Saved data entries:
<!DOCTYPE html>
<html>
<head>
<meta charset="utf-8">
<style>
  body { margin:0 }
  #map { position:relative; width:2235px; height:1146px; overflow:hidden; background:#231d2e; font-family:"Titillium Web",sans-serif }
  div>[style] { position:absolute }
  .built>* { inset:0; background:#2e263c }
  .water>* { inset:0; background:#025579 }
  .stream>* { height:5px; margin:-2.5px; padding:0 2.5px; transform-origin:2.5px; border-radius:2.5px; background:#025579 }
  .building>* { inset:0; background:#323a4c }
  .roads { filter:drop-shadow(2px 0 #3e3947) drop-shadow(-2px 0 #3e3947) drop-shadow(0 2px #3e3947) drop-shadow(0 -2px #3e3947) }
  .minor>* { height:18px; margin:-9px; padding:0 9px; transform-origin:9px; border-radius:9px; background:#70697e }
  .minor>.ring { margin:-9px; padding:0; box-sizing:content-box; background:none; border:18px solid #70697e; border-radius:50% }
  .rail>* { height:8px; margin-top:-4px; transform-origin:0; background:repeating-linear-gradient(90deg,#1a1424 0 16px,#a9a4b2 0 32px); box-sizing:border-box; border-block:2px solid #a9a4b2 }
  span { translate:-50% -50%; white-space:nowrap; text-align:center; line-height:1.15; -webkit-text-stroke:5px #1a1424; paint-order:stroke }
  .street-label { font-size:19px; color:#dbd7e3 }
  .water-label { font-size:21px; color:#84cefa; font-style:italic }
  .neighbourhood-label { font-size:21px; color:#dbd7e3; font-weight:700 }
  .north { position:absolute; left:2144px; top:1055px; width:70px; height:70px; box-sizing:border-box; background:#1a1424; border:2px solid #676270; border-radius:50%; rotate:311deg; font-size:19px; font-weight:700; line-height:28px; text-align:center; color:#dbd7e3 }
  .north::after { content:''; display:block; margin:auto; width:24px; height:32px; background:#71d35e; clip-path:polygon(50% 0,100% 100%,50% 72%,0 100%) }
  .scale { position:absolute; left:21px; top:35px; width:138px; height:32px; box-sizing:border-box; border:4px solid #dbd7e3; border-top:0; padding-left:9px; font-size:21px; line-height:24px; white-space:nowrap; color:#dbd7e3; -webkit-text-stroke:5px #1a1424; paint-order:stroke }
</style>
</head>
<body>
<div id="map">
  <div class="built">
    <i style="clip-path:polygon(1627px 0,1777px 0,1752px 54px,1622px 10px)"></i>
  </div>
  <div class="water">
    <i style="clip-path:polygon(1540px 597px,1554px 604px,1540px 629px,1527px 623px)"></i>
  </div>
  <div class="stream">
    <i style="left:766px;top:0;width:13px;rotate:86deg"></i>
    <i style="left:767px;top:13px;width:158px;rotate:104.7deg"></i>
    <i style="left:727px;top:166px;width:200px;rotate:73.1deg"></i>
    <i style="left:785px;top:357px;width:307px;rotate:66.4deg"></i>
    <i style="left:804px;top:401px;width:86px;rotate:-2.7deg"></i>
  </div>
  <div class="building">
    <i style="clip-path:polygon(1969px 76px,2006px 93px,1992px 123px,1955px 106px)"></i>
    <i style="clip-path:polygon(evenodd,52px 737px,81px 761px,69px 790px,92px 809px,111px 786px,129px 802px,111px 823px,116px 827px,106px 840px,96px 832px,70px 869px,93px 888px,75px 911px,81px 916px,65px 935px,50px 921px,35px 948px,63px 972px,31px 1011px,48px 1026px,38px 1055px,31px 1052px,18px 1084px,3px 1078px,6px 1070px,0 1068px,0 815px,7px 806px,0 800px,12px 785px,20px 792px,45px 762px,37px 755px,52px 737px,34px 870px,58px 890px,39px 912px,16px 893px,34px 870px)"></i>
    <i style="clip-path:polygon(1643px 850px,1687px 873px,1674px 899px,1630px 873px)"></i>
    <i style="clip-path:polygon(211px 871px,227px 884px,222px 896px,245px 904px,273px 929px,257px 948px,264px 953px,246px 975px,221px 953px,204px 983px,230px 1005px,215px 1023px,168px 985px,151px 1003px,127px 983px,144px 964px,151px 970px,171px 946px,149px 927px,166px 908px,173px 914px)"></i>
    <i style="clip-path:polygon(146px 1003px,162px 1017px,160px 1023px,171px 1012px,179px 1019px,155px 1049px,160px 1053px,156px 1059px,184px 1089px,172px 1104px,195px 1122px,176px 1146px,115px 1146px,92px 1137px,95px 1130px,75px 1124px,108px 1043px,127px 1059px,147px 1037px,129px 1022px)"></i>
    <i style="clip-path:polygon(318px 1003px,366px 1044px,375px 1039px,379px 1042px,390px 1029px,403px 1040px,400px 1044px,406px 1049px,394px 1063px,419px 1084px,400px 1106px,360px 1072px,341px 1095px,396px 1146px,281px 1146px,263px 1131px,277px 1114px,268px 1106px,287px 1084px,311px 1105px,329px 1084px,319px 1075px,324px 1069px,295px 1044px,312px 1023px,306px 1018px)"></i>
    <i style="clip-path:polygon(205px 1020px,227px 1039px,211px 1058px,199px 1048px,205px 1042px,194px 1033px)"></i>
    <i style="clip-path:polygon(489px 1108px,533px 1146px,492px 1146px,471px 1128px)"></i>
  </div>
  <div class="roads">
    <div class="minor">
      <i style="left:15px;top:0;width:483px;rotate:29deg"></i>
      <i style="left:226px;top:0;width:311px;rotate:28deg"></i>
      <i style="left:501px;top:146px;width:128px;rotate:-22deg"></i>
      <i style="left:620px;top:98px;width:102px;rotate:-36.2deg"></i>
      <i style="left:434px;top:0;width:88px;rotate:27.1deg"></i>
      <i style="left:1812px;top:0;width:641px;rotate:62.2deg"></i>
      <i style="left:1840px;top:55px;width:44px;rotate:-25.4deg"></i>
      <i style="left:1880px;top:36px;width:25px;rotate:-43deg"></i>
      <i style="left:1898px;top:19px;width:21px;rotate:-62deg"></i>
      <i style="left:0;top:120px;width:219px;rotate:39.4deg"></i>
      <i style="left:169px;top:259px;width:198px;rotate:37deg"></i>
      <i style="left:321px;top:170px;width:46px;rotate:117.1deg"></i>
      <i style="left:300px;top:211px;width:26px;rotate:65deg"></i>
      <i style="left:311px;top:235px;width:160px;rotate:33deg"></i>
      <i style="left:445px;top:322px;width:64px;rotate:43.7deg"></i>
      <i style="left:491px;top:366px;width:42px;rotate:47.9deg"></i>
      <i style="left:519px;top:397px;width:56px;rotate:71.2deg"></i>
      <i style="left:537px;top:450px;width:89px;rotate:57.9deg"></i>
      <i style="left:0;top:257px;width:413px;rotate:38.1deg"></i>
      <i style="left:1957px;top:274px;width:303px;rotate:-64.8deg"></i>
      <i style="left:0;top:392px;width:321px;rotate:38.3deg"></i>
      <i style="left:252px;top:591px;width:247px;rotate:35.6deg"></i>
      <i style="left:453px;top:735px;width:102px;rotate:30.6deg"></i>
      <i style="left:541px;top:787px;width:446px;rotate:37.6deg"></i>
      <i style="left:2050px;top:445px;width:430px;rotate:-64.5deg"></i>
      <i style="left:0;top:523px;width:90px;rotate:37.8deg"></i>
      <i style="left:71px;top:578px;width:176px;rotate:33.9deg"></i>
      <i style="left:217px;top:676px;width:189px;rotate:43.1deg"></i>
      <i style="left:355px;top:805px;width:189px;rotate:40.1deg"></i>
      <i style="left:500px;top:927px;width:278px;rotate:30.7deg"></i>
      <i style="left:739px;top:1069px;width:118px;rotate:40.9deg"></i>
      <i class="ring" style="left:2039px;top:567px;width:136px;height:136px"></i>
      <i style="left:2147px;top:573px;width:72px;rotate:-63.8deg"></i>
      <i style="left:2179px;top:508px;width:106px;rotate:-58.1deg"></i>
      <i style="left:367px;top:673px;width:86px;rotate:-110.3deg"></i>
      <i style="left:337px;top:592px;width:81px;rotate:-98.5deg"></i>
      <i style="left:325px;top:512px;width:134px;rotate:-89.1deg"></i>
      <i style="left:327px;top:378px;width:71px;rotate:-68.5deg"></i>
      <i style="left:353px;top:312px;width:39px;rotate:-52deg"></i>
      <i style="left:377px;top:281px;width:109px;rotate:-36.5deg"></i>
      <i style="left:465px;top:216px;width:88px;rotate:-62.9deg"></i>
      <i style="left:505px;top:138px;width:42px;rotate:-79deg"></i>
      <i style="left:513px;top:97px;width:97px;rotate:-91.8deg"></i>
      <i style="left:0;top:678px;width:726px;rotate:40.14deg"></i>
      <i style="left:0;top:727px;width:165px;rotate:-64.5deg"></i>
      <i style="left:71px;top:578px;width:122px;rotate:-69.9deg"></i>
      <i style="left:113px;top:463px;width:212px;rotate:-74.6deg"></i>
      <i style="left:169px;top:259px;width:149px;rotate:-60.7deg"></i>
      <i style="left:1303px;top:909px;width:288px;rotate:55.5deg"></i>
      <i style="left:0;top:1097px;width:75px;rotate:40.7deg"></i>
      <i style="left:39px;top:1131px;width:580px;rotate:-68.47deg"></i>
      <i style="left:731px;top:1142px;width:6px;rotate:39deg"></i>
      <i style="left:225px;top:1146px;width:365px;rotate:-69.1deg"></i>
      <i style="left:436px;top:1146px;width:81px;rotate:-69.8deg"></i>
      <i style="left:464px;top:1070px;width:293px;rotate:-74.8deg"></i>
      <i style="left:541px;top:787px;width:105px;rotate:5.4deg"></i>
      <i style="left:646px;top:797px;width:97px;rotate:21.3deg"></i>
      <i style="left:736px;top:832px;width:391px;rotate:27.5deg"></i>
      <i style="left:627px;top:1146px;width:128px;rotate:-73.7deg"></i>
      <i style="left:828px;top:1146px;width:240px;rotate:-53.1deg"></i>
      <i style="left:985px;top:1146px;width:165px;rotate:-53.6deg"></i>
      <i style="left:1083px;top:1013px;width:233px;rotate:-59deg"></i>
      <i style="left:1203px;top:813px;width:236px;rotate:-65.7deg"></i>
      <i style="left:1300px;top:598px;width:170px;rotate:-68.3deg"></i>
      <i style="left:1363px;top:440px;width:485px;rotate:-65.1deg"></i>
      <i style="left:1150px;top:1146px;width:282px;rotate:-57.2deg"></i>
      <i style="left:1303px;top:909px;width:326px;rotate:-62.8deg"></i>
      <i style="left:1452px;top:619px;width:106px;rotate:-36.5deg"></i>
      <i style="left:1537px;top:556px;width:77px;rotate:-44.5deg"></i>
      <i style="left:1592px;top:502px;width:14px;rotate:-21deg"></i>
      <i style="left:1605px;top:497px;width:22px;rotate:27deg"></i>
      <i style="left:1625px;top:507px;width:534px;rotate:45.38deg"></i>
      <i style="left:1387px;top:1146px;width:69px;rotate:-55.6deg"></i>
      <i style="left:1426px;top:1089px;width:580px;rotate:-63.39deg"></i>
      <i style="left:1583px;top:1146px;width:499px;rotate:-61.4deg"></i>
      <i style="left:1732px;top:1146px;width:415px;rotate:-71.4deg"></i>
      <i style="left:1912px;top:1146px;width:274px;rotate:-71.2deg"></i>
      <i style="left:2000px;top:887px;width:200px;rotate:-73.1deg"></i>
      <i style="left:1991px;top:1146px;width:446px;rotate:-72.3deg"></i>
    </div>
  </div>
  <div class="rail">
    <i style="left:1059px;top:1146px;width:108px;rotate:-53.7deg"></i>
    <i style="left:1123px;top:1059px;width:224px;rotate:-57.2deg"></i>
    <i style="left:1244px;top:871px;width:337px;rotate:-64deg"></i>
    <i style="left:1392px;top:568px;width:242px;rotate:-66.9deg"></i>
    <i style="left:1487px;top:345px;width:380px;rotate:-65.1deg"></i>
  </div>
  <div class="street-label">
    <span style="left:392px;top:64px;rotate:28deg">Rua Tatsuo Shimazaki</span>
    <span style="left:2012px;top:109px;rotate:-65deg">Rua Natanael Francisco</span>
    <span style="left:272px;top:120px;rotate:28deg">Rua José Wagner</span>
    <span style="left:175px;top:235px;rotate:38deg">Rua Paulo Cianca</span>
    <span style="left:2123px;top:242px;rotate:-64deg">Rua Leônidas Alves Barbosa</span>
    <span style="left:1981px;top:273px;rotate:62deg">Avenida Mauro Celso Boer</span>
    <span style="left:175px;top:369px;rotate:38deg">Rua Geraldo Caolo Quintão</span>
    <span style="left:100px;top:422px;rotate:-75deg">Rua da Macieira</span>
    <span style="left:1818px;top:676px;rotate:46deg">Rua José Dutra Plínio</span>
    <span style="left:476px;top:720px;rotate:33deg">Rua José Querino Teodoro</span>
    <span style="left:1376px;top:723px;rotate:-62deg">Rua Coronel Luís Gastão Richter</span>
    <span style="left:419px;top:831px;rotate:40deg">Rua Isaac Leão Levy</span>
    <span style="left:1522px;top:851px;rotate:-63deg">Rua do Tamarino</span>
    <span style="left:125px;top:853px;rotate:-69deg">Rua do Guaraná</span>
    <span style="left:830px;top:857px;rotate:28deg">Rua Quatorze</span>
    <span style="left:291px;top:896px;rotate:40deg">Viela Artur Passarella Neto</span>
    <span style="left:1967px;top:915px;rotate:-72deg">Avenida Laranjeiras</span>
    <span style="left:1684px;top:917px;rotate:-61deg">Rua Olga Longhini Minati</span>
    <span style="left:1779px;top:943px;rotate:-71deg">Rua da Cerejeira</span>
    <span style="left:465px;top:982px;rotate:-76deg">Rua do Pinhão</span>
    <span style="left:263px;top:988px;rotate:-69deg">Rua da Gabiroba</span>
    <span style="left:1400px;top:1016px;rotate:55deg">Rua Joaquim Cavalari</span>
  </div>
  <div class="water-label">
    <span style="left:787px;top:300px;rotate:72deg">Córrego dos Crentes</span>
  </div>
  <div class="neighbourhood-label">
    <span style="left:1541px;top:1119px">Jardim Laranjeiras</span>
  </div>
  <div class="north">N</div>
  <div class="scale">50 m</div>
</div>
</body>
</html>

■ **TRY IT**
Return the entries above unchanged, starting at the first line and stopping after the line with "filter:drop-shadow(2px 0 #3e3947)".

■ **RESPONSE TO THIS TASK**
<!DOCTYPE html>
<html>
<head>
<meta charset="utf-8">
<style>
  body { margin:0 }
  #map { position:relative; width:2235px; height:1146px; overflow:hidden; background:#231d2e; font-family:"Titillium Web",sans-serif }
  div>[style] { position:absolute }
  .built>* { inset:0; background:#2e263c }
  .water>* { inset:0; background:#025579 }
  .stream>* { height:5px; margin:-2.5px; padding:0 2.5px; transform-origin:2.5px; border-radius:2.5px; background:#025579 }
  .building>* { inset:0; background:#323a4c }
  .roads { filter:drop-shadow(2px 0 #3e3947) drop-shadow(-2px 0 #3e3947) drop-shadow(0 2px #3e3947) drop-shadow(0 -2px #3e3947) }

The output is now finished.